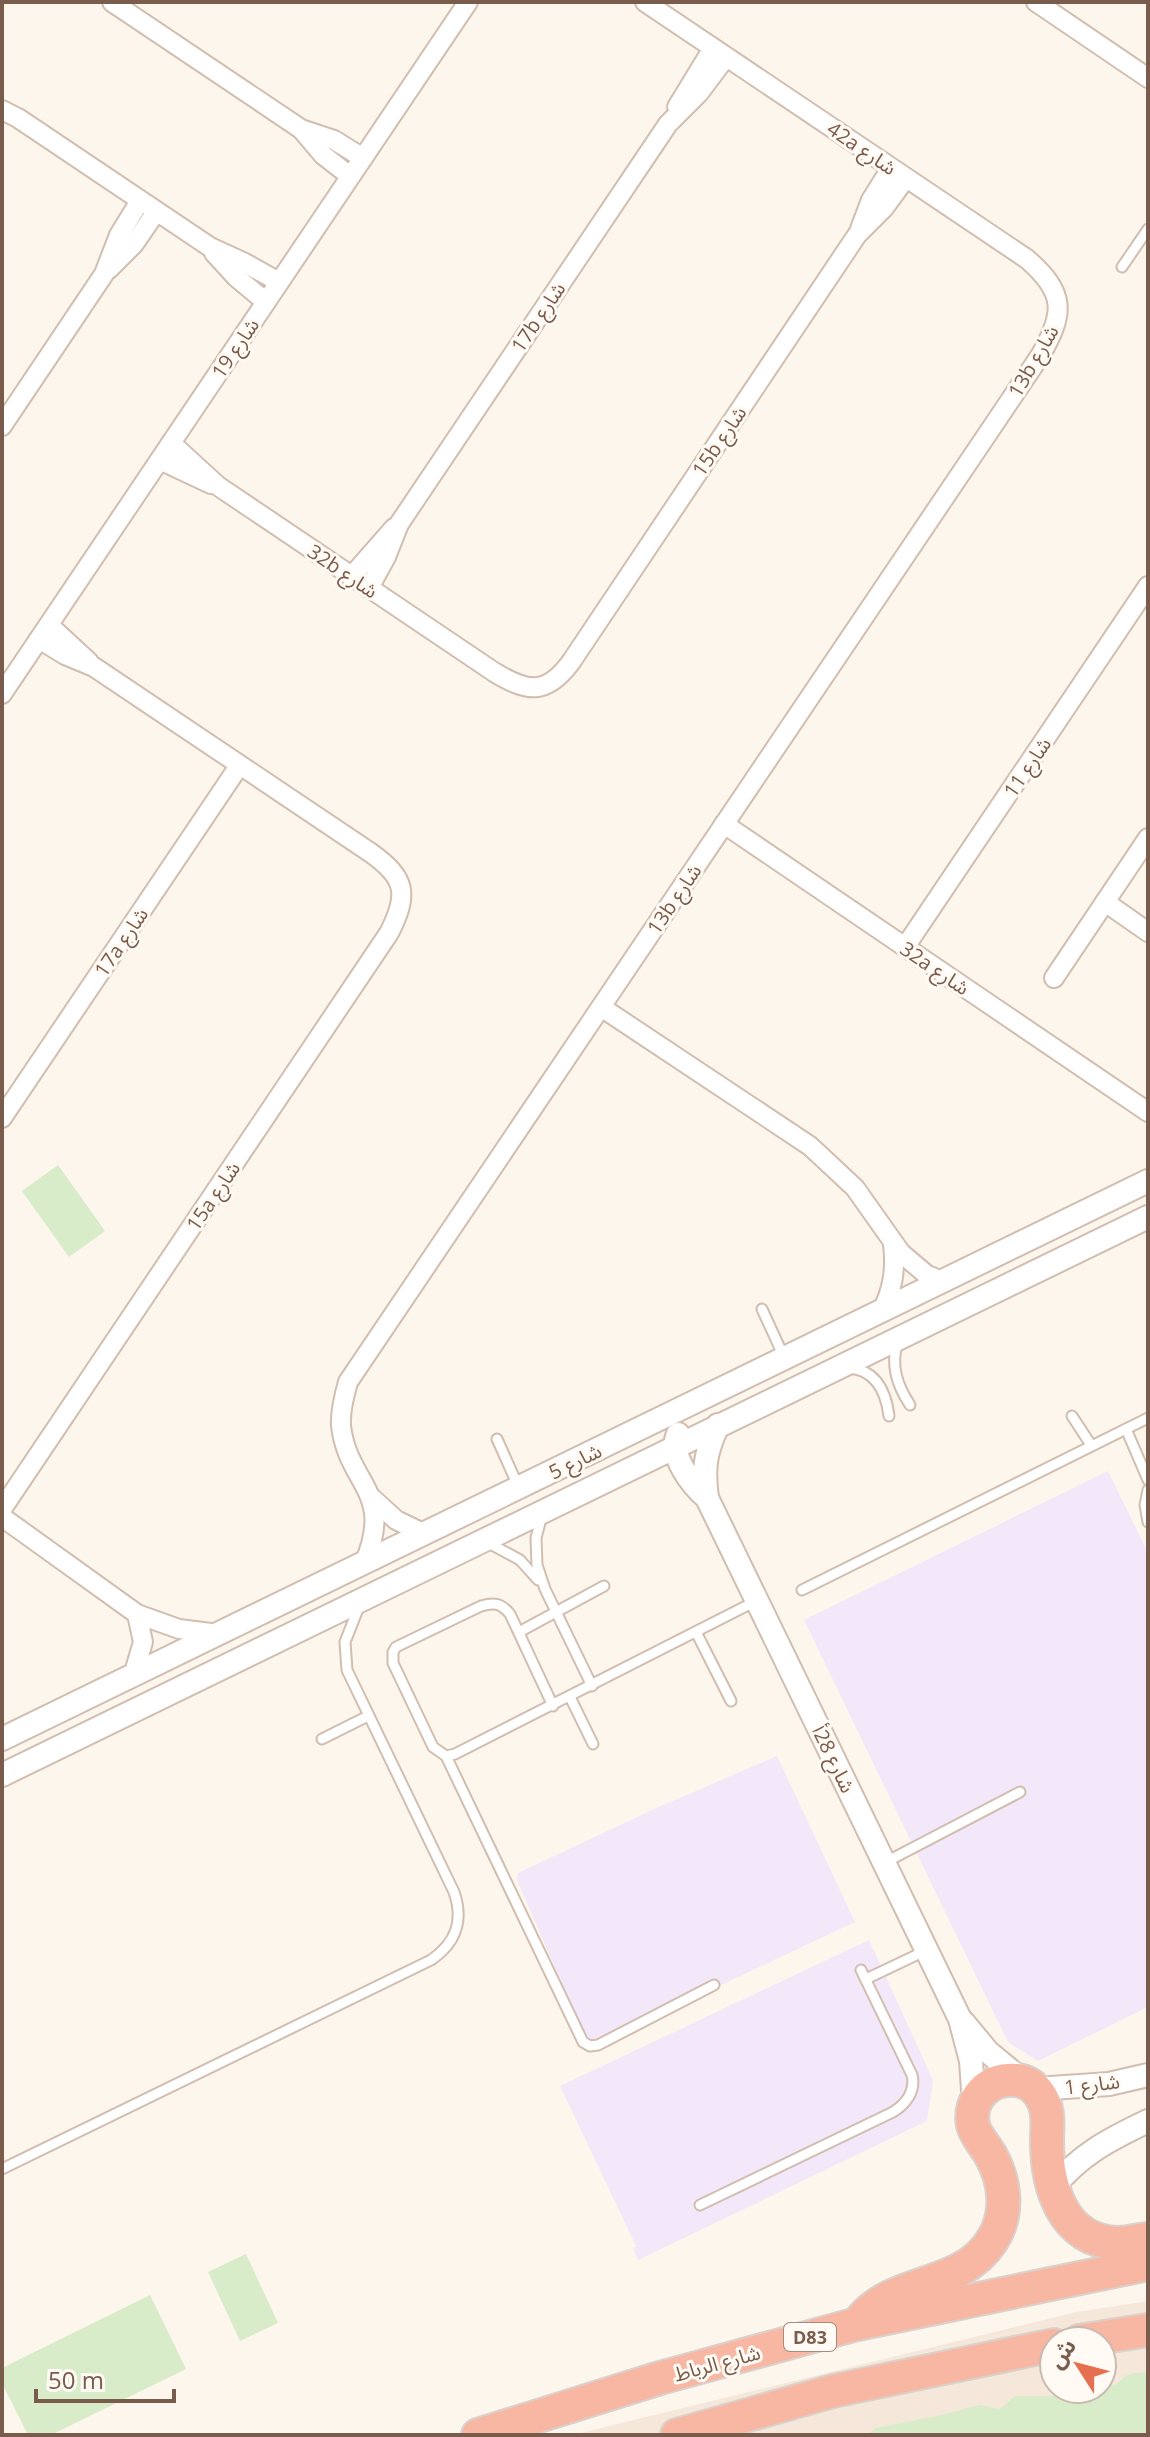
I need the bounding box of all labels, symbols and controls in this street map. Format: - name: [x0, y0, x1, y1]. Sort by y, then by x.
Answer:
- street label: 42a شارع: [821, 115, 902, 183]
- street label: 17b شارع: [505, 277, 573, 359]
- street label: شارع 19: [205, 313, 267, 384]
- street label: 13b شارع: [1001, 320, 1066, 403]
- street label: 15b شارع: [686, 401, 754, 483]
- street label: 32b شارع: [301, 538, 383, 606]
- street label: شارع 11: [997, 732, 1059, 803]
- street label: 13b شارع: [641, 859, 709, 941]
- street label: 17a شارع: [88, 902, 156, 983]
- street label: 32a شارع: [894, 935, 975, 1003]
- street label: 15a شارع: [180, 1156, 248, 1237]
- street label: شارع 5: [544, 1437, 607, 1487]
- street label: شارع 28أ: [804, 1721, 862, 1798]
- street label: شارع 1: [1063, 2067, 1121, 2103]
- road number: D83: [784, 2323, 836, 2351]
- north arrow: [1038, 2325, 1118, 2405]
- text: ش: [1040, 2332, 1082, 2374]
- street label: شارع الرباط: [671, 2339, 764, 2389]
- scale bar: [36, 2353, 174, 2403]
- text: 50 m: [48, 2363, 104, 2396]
...
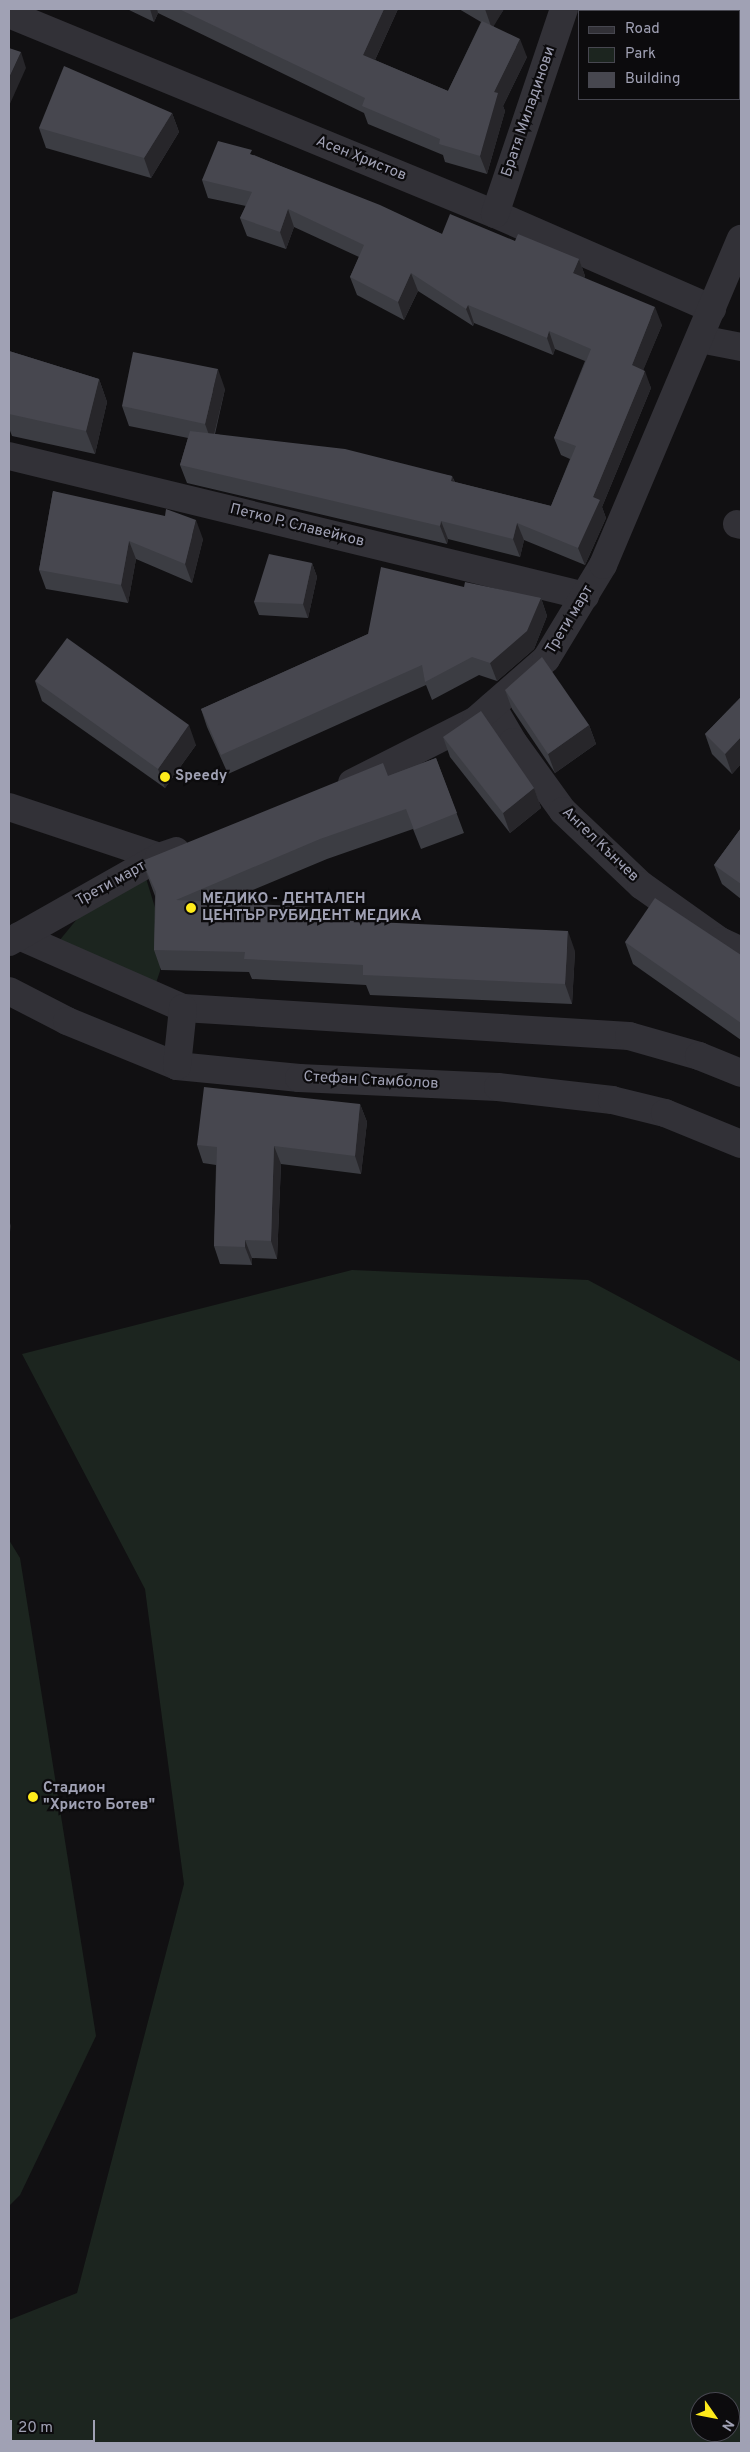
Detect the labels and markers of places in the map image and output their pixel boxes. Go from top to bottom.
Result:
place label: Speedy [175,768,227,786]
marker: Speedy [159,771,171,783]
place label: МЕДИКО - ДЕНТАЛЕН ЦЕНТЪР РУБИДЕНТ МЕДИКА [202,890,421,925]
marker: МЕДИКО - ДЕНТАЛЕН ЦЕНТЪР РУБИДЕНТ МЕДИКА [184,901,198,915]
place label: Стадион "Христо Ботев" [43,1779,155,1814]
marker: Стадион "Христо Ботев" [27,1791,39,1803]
...
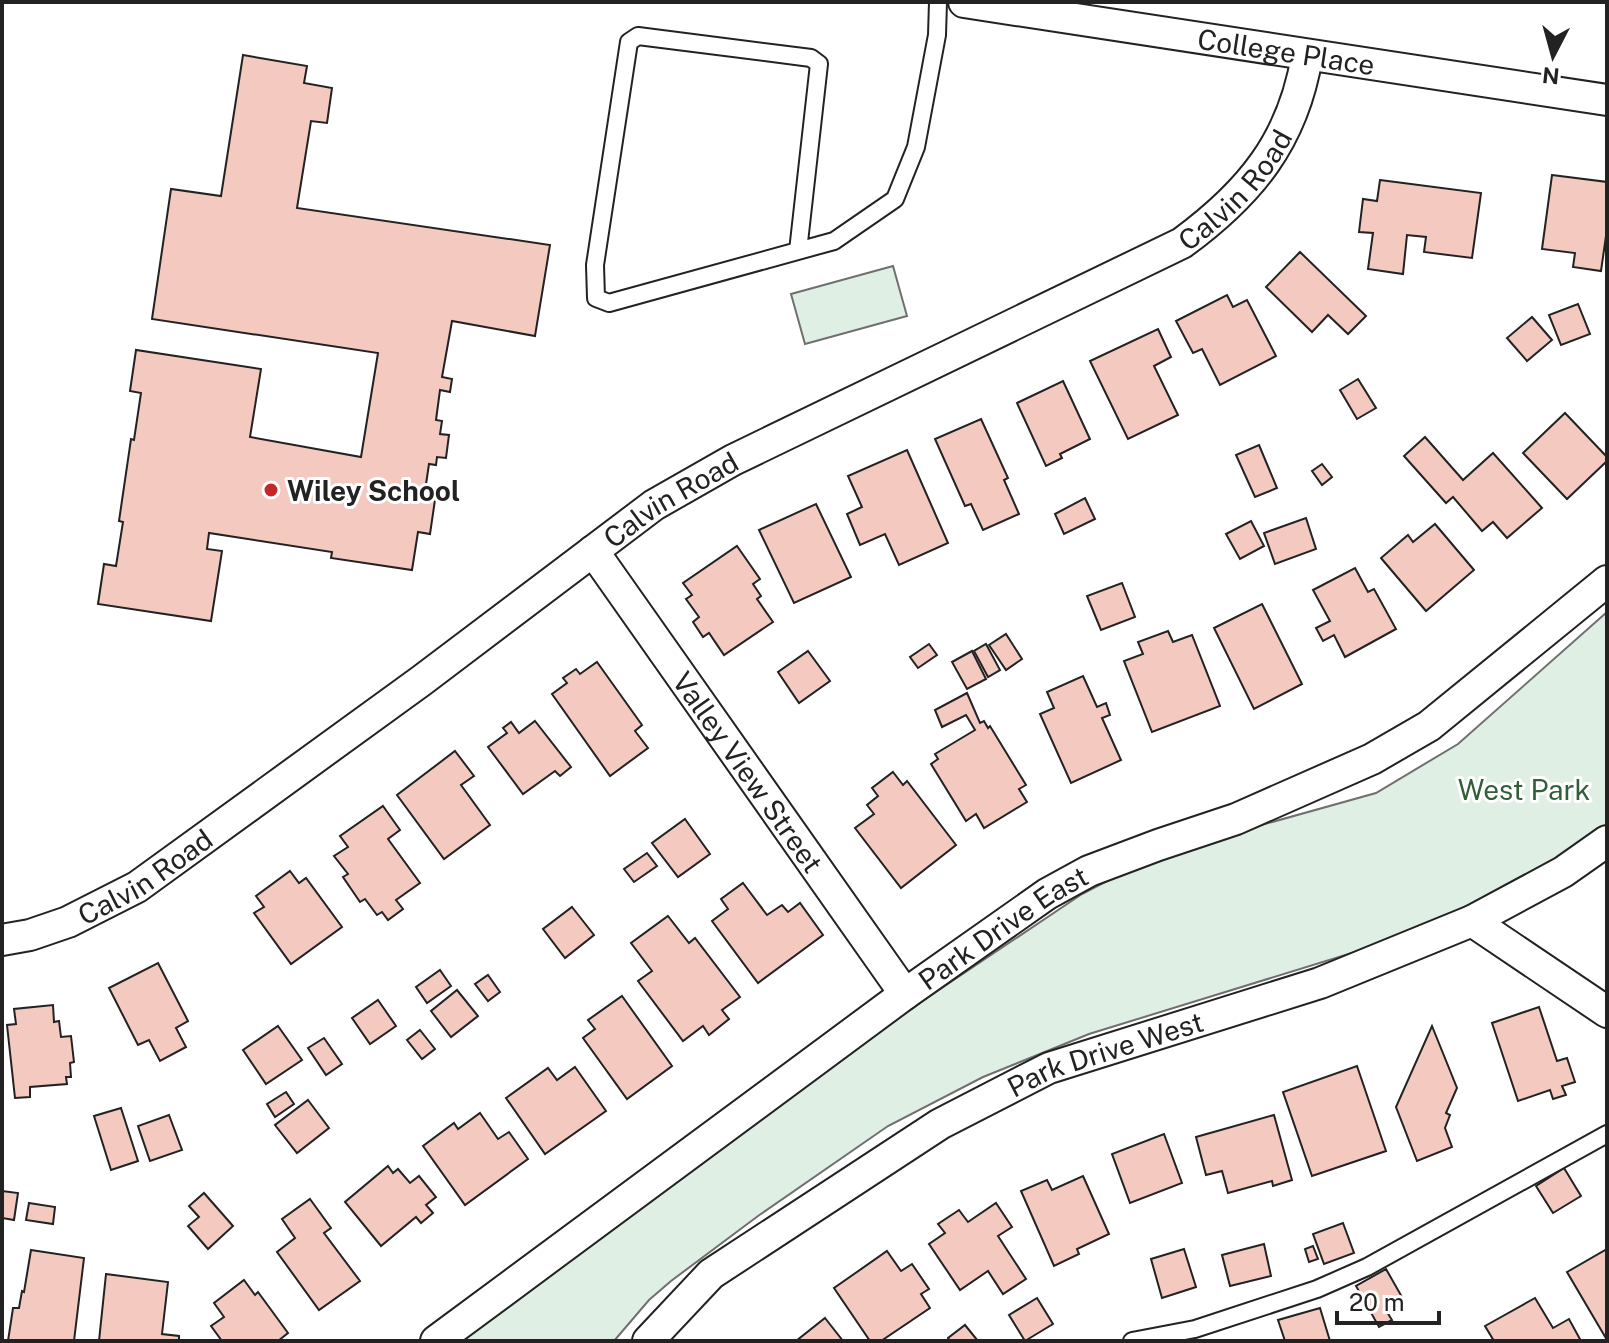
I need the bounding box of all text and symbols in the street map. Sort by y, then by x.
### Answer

* [Action item]
Only lines holding the word "symbols" are wanted; copy each one from the listing.

* [Solution to this problem]
I need the bounding box of all labels, symbols and controls in this street map. Format: - name: [x0, y0, x1, y1]. Sort by y, then by x.
I need the bounding box of all text and symbols in the street map. Sort by y, then by x.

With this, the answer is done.